Als dann noch Sir John über die Kuhl flatterte und etwas von „hinkenden Kanalratten“ und „triefäugigen Heringen“ krächzte, fühlten sie, daß „ihre“ Welt wieder in Ordnung war.
Wie es schien, hatten die Seewölfe neue Freunde gefunden.
Als die beiden Boote mit den winkenden Indianern hinter der Flußbiegung verschwunden waren, gab Philip Hasard Killigrew Befehl, den Anker zu hieven und die Segel zu setzen.
Dann nahm die „Isabella VIII.“ Fahrt auf, damit „der stinkende Kahn“, wie der Profos sich ausdrückte, „endlich mal wieder frische Luft holen“ konnte.
Bald lag der Urwaldfluß weit hinter ihnen. Nachdem der schlanke Rahsegler die Baja de Marajo verlassen und das offene Meer erreicht hatte, fiel er nach Backbord ab und ging, wie ursprünglich geplant, auf Nordwestkurs – dem nahen Äquator entgegen …
1.
Jetzt, zu Beginn des Monats März 1591, befand sich die „Isabella VIII.“ wieder in den Gewässern der nördlichen Erdhalbkugel und lief in einer warmen Tropennacht unweit des Äquators und des gewaltigen Deltas der Amazonas-Mündungen eine stille, geschützt liegende Inselbucht an.

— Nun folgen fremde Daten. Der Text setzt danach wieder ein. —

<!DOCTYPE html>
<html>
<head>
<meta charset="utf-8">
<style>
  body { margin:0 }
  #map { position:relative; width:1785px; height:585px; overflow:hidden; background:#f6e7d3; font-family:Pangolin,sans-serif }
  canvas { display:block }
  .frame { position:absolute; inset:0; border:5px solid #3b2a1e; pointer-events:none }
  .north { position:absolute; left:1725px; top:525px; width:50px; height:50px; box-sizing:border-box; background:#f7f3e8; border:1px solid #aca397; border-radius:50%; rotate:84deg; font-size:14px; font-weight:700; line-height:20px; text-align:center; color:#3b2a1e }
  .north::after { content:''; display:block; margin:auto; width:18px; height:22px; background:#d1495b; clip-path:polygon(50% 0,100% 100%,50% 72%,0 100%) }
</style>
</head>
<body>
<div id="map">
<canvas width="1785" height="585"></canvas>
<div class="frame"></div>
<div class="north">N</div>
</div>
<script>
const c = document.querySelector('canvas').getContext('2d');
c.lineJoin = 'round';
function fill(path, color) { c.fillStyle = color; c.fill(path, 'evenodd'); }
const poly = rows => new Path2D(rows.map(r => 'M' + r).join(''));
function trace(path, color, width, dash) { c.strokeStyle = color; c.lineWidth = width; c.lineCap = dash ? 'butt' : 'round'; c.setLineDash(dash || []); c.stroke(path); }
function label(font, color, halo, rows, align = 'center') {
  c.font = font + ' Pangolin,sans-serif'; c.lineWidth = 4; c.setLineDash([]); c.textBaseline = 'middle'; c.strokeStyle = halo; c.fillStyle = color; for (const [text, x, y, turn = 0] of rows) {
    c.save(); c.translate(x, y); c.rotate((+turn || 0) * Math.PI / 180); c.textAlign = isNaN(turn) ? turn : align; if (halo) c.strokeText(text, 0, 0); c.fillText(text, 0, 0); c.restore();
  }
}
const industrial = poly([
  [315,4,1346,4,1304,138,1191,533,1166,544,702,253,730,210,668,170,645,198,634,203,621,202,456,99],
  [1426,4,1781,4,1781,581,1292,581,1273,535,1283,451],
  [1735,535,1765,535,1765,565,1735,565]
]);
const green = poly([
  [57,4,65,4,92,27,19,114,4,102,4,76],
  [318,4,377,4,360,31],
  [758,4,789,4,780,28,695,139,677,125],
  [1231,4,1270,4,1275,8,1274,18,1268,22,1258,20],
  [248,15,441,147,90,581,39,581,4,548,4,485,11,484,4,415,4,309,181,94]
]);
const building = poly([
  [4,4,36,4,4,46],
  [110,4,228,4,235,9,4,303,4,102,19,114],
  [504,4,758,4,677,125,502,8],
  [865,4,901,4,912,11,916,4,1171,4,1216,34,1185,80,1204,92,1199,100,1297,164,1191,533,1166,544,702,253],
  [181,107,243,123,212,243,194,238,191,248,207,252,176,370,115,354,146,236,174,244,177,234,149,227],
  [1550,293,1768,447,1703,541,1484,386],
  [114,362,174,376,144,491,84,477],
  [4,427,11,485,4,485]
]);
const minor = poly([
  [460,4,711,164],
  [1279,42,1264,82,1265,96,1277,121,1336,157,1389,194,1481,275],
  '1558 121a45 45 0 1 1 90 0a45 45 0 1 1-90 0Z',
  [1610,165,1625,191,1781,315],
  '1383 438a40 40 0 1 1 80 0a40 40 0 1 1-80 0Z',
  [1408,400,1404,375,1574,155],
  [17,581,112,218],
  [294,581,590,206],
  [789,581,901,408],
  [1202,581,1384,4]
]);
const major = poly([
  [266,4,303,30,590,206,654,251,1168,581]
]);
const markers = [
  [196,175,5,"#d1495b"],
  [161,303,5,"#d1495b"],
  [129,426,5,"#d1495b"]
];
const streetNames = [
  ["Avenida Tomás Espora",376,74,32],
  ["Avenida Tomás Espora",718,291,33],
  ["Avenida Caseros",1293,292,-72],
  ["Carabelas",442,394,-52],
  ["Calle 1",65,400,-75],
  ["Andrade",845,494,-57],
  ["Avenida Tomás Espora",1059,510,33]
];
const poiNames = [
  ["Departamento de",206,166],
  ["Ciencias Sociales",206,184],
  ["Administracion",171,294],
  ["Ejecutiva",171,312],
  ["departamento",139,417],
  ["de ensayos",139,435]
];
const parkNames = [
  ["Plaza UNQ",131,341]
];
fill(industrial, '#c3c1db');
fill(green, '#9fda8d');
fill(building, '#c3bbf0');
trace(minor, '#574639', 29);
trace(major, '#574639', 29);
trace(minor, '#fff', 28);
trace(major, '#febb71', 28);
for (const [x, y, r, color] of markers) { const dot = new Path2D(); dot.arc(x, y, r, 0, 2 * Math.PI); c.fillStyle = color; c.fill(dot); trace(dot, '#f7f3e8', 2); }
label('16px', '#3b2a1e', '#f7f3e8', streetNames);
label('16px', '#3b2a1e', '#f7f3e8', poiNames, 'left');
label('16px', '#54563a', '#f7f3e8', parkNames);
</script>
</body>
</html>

Die Insel hieß „Ilha de Maracá“ und gehörte zu einem kleinen Archipel nahe der Ostküste der „Tierra Firme“, wie die Spanier und die Portugiesen den südlichen Teil der Neuen Welt zu nennen pflegten.
Es gab eine kleinere Insel weiter im Norden, die offenbar noch keinen Namen hatte, und vier bis fünf Meilen im Südosten der „Ilha de Maracá“ lag ein Eiland namens „Ilha Jipioca“, das allerdings nicht einmal halb so groß wie die Nordinsel war. Wieder etwas weiter südlich schließlich lag das „Cabo Norte“, das Nordkap, das in den Atlantik hinausragte.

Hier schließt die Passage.